-- Work instructions --
Scan the records for "direction". Show the matching lines.

[Dataset entries]
>>>
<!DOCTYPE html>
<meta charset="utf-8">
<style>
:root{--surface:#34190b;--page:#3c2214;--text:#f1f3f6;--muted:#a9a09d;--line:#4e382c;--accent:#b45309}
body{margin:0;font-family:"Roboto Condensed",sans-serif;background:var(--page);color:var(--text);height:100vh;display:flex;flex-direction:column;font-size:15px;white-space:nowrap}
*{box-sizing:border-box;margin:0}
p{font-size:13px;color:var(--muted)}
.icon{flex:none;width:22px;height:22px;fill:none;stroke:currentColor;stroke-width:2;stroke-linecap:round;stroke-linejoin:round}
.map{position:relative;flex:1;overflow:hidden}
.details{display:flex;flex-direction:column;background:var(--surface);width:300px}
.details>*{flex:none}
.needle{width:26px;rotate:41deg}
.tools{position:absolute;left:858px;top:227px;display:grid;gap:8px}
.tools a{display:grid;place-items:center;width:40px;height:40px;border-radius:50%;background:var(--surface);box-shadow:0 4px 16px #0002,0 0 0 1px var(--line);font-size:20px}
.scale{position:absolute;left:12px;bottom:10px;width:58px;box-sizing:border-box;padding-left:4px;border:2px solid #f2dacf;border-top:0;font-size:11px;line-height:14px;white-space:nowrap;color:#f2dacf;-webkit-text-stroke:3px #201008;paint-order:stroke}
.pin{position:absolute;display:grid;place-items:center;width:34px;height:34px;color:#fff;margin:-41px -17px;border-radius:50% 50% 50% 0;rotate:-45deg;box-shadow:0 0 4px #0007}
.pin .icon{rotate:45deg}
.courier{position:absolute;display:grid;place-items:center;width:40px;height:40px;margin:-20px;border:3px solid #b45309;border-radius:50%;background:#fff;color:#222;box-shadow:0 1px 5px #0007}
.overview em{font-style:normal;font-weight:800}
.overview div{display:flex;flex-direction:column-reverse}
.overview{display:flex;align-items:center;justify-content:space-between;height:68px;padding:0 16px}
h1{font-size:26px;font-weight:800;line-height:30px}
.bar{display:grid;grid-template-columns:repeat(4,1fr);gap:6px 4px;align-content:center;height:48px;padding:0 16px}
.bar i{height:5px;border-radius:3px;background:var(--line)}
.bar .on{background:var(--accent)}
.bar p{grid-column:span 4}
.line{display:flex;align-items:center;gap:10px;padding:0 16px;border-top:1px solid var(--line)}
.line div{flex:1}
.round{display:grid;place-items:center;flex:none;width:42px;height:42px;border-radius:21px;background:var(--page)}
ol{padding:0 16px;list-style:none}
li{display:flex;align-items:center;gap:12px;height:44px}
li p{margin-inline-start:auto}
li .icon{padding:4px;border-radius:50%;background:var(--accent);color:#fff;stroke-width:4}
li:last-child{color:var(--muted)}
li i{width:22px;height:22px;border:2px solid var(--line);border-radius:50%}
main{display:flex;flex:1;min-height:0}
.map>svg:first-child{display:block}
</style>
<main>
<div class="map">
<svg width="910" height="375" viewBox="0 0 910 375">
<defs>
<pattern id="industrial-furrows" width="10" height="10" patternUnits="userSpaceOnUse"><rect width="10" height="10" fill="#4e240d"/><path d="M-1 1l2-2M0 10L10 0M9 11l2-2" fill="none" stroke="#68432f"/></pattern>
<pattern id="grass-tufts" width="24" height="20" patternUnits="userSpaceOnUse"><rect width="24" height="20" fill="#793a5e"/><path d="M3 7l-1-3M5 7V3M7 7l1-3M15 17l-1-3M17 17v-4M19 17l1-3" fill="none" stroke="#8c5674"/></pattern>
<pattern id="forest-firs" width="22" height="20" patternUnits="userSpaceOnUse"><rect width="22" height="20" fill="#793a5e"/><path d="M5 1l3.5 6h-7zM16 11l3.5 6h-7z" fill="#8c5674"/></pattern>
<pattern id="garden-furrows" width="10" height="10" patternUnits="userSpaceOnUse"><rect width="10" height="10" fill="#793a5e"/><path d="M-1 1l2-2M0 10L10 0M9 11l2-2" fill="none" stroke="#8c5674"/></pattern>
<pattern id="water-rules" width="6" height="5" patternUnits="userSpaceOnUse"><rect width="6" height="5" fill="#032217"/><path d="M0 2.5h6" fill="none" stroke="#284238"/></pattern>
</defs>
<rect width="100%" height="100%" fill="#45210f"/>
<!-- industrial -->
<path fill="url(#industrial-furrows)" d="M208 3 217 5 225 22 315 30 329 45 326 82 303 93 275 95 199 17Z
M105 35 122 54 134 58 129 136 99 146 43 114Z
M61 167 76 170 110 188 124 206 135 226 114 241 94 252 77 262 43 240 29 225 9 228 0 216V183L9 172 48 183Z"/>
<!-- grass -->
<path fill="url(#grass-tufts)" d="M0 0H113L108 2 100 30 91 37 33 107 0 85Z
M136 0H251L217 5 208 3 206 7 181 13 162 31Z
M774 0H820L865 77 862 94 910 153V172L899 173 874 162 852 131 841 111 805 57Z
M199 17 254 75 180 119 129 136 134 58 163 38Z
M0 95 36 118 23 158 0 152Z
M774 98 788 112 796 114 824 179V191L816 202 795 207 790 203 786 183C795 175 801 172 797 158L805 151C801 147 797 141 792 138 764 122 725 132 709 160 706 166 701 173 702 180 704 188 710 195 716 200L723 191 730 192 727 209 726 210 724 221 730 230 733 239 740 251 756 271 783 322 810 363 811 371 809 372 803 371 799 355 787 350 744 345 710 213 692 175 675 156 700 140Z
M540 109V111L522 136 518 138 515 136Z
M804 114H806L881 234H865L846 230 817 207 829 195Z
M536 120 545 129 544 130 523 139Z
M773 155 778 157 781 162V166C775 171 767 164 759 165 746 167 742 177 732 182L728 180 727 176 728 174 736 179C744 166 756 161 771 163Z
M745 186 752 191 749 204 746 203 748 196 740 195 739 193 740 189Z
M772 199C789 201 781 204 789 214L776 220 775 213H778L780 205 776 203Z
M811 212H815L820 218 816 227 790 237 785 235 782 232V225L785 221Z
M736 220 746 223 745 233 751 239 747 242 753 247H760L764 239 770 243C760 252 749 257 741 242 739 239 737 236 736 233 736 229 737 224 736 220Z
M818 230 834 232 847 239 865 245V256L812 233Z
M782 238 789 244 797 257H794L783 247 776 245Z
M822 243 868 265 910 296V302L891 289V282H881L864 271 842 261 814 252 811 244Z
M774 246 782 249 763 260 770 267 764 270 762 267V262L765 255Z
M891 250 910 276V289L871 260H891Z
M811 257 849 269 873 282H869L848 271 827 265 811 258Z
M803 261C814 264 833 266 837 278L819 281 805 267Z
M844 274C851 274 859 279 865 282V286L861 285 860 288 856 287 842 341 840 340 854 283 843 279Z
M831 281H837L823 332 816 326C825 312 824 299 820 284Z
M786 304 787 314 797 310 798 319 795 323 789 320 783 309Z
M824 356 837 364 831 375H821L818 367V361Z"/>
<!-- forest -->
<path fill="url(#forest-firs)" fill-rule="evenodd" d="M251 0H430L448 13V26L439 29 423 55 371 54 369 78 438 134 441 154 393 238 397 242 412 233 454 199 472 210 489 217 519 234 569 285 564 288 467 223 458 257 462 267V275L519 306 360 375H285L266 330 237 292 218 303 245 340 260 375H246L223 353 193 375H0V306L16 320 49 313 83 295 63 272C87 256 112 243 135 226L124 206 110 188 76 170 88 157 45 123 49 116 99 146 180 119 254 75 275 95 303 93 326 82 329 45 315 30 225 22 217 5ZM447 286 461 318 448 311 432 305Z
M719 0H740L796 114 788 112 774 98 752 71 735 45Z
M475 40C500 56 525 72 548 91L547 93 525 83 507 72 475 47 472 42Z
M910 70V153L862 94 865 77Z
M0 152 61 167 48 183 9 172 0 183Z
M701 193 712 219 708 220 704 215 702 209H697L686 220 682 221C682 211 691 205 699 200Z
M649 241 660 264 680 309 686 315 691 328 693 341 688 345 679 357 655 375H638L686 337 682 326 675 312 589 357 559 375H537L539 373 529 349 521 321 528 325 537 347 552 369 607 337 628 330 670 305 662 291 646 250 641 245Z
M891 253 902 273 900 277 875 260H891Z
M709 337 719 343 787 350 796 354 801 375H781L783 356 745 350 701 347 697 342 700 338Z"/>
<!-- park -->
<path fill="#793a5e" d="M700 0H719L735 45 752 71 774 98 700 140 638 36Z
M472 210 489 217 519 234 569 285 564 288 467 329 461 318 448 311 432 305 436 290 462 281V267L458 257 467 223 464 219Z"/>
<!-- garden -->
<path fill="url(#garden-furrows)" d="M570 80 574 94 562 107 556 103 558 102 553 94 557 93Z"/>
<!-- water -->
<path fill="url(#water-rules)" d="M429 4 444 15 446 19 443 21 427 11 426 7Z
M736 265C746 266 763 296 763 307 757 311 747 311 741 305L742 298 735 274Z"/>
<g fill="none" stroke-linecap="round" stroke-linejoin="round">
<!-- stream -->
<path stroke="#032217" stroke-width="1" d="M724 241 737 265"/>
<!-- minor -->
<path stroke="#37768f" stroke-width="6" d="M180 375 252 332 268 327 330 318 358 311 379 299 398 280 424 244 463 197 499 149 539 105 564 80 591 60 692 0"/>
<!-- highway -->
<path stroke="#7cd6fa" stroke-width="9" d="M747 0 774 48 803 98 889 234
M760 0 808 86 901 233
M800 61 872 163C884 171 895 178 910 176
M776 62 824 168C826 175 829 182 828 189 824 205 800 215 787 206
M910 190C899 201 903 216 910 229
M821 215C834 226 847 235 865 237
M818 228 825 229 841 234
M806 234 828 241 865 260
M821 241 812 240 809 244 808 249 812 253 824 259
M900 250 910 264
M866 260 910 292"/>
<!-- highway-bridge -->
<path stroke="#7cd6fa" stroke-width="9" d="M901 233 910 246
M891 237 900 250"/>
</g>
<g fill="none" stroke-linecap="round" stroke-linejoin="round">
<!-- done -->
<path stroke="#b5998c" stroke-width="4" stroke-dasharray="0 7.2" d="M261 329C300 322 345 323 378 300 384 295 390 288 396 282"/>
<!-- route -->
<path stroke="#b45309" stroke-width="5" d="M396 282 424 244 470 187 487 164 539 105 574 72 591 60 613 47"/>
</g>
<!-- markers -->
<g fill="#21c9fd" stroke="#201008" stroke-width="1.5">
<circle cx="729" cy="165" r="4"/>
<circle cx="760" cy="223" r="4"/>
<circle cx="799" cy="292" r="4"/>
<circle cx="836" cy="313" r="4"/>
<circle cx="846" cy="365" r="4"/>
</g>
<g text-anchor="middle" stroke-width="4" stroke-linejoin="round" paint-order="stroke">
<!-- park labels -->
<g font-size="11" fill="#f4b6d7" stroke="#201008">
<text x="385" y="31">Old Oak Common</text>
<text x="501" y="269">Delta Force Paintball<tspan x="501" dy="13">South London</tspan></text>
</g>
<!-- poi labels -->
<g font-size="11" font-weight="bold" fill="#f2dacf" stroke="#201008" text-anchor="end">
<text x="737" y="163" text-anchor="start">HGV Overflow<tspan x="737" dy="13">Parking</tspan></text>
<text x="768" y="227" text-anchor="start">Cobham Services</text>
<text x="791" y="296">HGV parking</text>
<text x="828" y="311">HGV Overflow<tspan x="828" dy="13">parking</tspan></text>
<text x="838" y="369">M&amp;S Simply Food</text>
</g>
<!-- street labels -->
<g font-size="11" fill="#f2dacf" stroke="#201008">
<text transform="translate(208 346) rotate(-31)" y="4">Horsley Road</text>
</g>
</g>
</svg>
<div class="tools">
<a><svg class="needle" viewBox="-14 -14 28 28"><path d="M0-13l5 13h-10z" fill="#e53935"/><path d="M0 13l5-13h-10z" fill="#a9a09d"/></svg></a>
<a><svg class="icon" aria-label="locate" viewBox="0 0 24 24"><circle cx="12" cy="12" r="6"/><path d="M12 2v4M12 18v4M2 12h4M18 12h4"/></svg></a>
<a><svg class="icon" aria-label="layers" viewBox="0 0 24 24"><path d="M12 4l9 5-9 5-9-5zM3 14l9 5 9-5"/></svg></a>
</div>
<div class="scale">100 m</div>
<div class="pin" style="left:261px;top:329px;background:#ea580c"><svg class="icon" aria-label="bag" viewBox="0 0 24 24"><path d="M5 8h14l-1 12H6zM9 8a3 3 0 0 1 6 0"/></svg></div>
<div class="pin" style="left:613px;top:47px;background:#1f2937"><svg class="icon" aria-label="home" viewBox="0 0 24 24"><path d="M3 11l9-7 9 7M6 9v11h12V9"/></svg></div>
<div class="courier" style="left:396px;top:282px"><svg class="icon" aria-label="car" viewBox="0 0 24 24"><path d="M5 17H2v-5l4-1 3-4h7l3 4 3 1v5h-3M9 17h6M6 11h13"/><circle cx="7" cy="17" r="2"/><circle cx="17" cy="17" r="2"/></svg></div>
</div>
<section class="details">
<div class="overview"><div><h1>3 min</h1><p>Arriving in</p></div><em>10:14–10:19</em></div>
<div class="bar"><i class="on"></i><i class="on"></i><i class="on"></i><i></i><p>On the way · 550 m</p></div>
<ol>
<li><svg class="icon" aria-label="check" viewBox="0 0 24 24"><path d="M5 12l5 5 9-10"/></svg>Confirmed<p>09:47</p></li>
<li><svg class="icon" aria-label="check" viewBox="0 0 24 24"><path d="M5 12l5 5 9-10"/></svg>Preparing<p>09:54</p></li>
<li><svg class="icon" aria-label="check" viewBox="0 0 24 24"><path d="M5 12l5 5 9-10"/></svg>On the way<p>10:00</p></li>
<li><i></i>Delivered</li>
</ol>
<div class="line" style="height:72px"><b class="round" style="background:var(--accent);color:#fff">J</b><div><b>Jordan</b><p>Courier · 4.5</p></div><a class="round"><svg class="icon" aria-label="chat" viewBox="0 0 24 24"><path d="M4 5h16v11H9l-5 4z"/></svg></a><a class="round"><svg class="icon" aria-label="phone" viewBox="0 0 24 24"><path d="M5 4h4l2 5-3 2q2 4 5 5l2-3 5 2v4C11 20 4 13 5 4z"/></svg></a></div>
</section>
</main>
<<<
-- Response below --
body{margin:0;font-family:"Roboto Condensed",sans-serif;background:var(--page);color:var(--text);height:100vh;display:flex;flex-direction:column;font-size:15px;white-space:nowrap}
.details{display:flex;flex-direction:column;background:var(--surface);width:300px}
.overview div{display:flex;flex-direction:column-reverse}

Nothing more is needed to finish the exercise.